What less would anyone expect? Equally expected is how it all turns out. The requisite comic-book action and spectacle are on display throughout, and although Thor: The Dark World isn’t boring, it’s a routine addition to the Marvel screen canon.
Of course, the Malekith’s threat extends beyond Asgard to our own planet, with Thor’s earthbound gal-pal Jane Foster (Portman) in particular jeopardy. Portman has some nice comedic moments amidst the big-budget bombast, but others in the cast have little reason, story wise, to be here, except to bring back familiar faces and add a few new ones, including a comic-relief Chris O’Dowd. Skarsgard spends most of his time in his underwear, a joke that gets very old very fast. Dennings gets off a few zingers, Hopkins a few wizened growls, and Elba manages to give even the silliest dialogue a modicum of dignity. Hemsworth looks the role, which is really all that’s required of him.
Even though Thor is the title character, he often seems wedged into an awkward ensemble format. Perhaps it’s an attempt to replicate the similar approach of The Avengers, or maybe it’s because Thor is rather a limited character to begin with. The humor stems primarily from how he reacts to Earth culture and vice-versa. Thor doesn’t have the neuroses of Iron Man’s Tony Stark, the identity crisis of Superman’s Clark Kent, or the inner torment of Batman’s Bruce Wayne or The Hulk’s Bruce Banner.

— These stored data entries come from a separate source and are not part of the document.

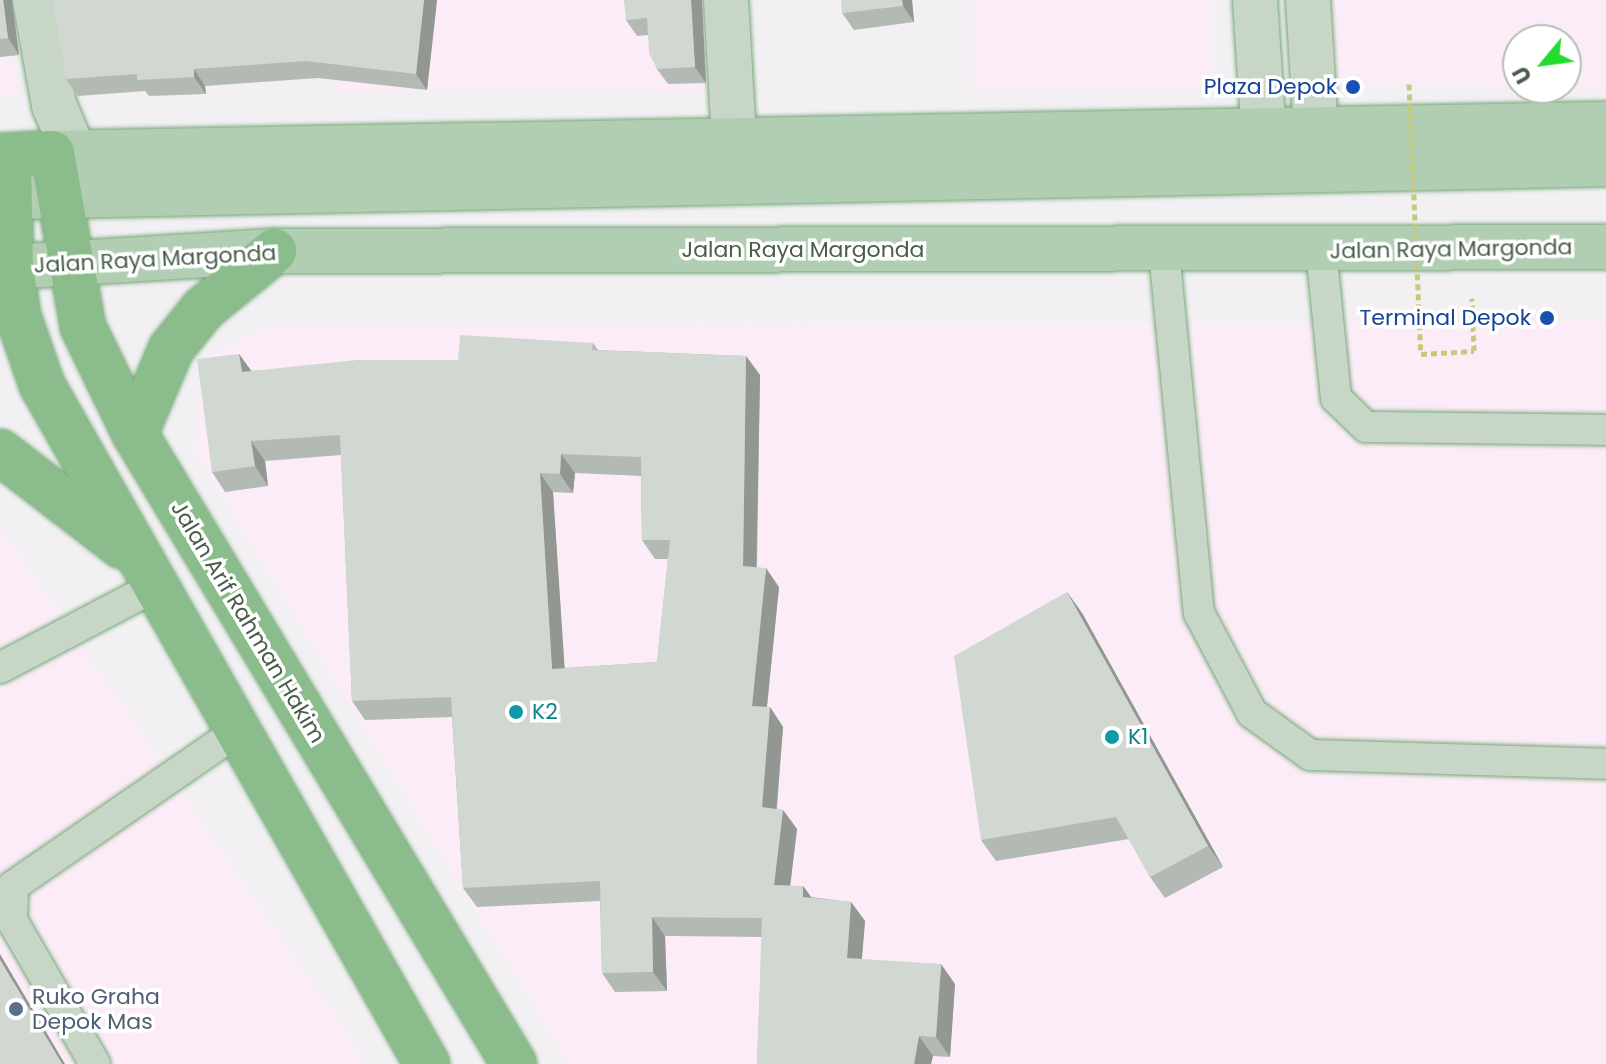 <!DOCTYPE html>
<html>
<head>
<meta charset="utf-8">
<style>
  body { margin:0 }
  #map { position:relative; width:1606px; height:1064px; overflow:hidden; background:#f2f0f3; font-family:Poppins,sans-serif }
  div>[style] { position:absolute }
  .commercial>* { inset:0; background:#fcecf8; transform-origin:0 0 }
  .path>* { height:5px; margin-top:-2.5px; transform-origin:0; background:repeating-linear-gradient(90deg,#c8ca7b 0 6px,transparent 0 10px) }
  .roads { filter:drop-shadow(0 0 2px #76a878) drop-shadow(0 0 2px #76a878) }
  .lane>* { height:30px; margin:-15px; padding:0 15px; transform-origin:15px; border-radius:15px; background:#c8d6c8 }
  .street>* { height:44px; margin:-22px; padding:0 22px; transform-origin:22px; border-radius:22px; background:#c8d6c8 }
  .primary>* { height:44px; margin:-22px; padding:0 22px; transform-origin:22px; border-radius:22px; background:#b2ceb2 }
  .highway>* { height:44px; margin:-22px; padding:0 22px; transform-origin:22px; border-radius:22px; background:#8bbd8c }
  .path-bridge>* { height:5px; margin-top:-2.5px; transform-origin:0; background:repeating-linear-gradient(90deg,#c8ca7b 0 6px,transparent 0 10px) }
  .wall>* { inset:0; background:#b3bab4 }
  .shaded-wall>* { inset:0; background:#929792 }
  .building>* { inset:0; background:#d0d8d1 }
  .dots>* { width:22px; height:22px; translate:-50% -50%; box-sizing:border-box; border:4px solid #fff; border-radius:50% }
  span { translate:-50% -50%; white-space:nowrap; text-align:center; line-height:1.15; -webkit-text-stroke:7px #fff; paint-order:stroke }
  .transit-label { font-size:22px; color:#164399 }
  .right { translate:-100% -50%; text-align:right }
  .street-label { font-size:22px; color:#495d49 }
  .culture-label { font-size:22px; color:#0d838f }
  .left { translate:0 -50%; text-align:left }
  .service-label { font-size:22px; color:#4e5e75 }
  .north { position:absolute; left:1502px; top:24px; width:80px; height:80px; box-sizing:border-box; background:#fff; border:2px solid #b6beb6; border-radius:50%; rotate:241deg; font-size:22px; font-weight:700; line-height:32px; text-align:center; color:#495d49 }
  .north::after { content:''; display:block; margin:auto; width:28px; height:36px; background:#22dc30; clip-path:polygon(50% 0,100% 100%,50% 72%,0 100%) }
</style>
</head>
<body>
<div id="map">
  <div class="commercial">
    <div style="clip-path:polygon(0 0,18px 94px,0 95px)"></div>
    <div style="left:340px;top:0;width:384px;height:91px"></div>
    <div style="left:973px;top:0;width:239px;height:90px"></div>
    <div style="clip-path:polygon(1312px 0,1606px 0,1606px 90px,1539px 88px,1566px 88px,1566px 40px,1518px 40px,1518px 87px,1314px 82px)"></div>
    <div style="clip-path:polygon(1606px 321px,1606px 1064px,570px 1064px,196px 453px,204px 357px,272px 327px)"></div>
    <div style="clip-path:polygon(0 528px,348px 1036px,362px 1064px,0 1064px)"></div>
  </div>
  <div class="path">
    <div style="left:1421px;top:354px;width:53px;rotate:-3.2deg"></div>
    <div style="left:1474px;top:351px;width:53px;rotate:-92.2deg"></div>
  </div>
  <div class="roads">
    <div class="lane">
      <div style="left:1321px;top:250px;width:149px;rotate:84.2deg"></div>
      <div style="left:1336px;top:398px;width:42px;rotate:44deg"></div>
      <div style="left:1366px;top:427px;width:240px;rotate:0.7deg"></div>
      <div style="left:1164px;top:251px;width:364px;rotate:84.5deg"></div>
      <div style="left:1199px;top:613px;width:113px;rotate:62.1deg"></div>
      <div style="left:1252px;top:713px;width:72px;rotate:35.9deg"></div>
      <div style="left:1310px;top:755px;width:296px;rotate:1.7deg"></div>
      <div style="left:0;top:668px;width:174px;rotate:-27.7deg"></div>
      <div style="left:95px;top:1064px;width:166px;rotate:-120deg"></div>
      <div style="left:12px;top:920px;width:34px;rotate:-88deg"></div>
      <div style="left:13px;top:886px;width:271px;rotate:-34.6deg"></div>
    </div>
    <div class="street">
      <div style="left:35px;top:0;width:107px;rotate:79.7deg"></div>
      <div style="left:54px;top:105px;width:51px;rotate:66.9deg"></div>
      <div style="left:726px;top:0;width:138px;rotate:86.7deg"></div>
      <div style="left:1255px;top:0;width:167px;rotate:86.2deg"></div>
      <div style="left:1308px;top:0;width:165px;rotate:86.5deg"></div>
    </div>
    <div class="primary">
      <div style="left:52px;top:153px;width:1554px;rotate:-1.07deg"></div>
      <div style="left:9px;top:197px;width:1597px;rotate:-1.18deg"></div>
      <div style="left:11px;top:267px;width:263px;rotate:-3.5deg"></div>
      <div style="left:274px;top:251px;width:1332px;rotate:-0.17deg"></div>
    </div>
    <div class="highway">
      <div style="left:0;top:156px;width:52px;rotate:-3.3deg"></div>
      <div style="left:52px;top:153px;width:177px;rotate:79.9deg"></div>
      <div style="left:83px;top:327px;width:119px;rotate:64.1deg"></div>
      <div style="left:135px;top:434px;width:735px;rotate:58.97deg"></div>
      <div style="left:9px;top:156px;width:111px;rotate:89deg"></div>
      <div style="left:11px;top:267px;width:49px;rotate:81.9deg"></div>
      <div style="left:18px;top:316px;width:73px;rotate:70.8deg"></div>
      <div style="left:42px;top:385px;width:781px;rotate:60.45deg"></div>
      <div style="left:135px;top:434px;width:92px;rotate:-67deg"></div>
      <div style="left:171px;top:349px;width:51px;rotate:-51.3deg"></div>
      <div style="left:203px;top:309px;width:92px;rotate:-39.2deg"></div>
      <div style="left:0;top:452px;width:154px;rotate:37.6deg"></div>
    </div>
  </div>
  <div class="path-bridge">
    <div style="left:1409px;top:84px;width:270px;rotate:87.5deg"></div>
  </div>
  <div class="wall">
    <div style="clip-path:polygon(0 0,19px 55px,0 57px)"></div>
    <div style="clip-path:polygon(52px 0,437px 0,427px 90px,318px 78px,205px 86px,206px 94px,149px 96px,145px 91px,78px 96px,66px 79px)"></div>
    <div style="clip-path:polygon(912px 0,914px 22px,854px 30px,842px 13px)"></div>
    <div style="clip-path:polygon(701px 1px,706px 83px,668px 84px,657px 69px,648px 35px,637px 36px,626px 20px)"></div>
    <div style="clip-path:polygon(evenodd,593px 343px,598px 350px,746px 356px,760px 375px,757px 567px,779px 587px,767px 707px,770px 707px,783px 727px,777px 809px,783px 810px,797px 829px,790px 886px,803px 886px,811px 897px,851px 902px,865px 921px,862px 959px,955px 984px,950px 1057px,933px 1056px,931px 1064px,757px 1064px,762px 937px,665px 936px,667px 991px,615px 992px,602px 973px,600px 901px,477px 907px,463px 888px,452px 717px,365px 720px,352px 701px,341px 455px,265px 461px,268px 486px,225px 492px,212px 472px,239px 354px,251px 371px,458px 360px,593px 343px,575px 473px,641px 476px,642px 540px,655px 559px,668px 559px,657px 662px,564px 668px,553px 492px,573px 493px,575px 473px)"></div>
    <div style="clip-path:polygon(1067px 592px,1082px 613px,1223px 867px,1165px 898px,1150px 877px,1129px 839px,996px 861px,981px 840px)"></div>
  </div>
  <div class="shaded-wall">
    <div style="clip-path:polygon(3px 0,12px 0,19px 55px,8px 38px)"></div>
    <div style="clip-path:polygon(424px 0,437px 0,427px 90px,416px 74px)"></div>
    <div style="clip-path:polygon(691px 0,702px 0,706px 83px,695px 67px)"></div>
    <div style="clip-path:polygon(902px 0,912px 0,914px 22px,903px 6px)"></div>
    <div style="clip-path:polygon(194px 69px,205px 86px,206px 94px,194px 77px)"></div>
    <div style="clip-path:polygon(239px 354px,253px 373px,242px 372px)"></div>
    <div style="clip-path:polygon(746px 356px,760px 375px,756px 585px,743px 566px)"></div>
    <div style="clip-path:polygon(251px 441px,265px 461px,268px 486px,255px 466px)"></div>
    <div style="clip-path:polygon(561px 454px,575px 473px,573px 493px,560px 474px)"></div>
    <div style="clip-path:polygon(540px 473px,553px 492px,566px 688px,552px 669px)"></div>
    <div style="clip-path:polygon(766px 568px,779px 587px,765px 725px,752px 706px)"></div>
    <div style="clip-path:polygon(1067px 592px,1082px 613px,1223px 867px,1208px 846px)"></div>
    <div style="clip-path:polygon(770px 707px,783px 727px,775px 826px,762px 807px)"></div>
    <div style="clip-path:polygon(783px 810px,797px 829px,788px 904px,774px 885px)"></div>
    <div style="clip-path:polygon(803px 886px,817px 905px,803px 897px)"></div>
    <div style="clip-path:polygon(851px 902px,865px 921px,860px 978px,847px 958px)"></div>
    <div style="clip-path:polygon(652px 917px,665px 936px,667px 991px,653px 972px)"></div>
    <div style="clip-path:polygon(0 954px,65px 1064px,62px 1064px,0 960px)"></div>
    <div style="clip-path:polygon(941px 964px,955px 984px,950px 1057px,936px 1037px)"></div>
    <div style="clip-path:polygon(919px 1036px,933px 1056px,931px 1064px,914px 1064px)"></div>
  </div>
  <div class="building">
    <div style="clip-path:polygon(0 0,3px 0,8px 38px,0 39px)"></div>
    <div style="clip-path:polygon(52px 0,424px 0,416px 74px,306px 61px,194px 69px,194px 77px,137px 80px,137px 74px,66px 79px)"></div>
    <div style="clip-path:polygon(624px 0,691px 0,695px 67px,657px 69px,649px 53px,647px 18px,626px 20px)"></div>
    <div style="clip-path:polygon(841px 0,902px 0,903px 6px,842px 13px)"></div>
    <div style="clip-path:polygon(evenodd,460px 335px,593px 343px,592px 350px,746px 356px,743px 566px,766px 568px,752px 706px,770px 707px,762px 807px,783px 810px,774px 885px,803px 886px,803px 897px,851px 902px,847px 958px,941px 964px,936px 1037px,919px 1036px,914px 1064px,757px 1064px,762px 918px,652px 917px,653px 972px,602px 973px,600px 881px,463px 888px,451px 697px,352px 701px,340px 435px,251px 441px,255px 466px,212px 472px,197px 359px,239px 354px,242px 372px,357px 360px,458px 360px,460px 335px,561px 454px,641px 457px,642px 540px,670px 540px,657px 662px,552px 669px,540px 473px,560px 474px,561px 454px)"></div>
    <div style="clip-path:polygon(1067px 592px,1208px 846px,1150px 877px,1116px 817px,981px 840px,954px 656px)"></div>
    <div style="clip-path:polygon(0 960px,62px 1064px,0 1064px)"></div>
  </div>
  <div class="dots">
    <div style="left:1353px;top:87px;background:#1a4fb4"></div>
    <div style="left:1547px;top:318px;background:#1a4fb4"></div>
    <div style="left:516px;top:712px;background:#0f9aa8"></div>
    <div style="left:1112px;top:737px;background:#0f9aa8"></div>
    <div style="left:16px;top:1009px;background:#5c6f8a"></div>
  </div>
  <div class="transit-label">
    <span class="right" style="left:1337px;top:87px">Plaza Depok</span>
    <span class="right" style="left:1531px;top:318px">Terminal Depok</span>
  </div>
  <div class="street-label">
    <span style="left:1451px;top:249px;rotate:-1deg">Jalan Raya Margonda</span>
    <span style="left:803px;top:250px">Jalan Raya Margonda</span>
    <span style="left:155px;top:259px;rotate:-3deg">Jalan Raya Margonda</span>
    <span style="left:248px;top:622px;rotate:59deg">Jalan Arif Rahman Hakim</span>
  </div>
  <div class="culture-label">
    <span class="left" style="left:532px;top:712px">K2</span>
    <span class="left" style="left:1128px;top:737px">K1</span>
  </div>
  <div class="service-label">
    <span class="left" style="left:32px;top:1009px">Ruko Graha<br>Depok Mas</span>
  </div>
  <div class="north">U</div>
</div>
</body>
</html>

He’s just Thor.
With so many superhero movies in recent years and so many in various stages of development, a certain amount of overkill has set in. These films, as flashy and well made as they may be – including this one, to be sure – are in serious danger of losing their individual and collective novelty. (Animated films aren’t far behind, for much the same reason.)
Certainly, Thor: The Dark World will make its millions — it’s already started, having been released overseas first — and just as certainly Thor will be back. And he’ll save the day again. And again.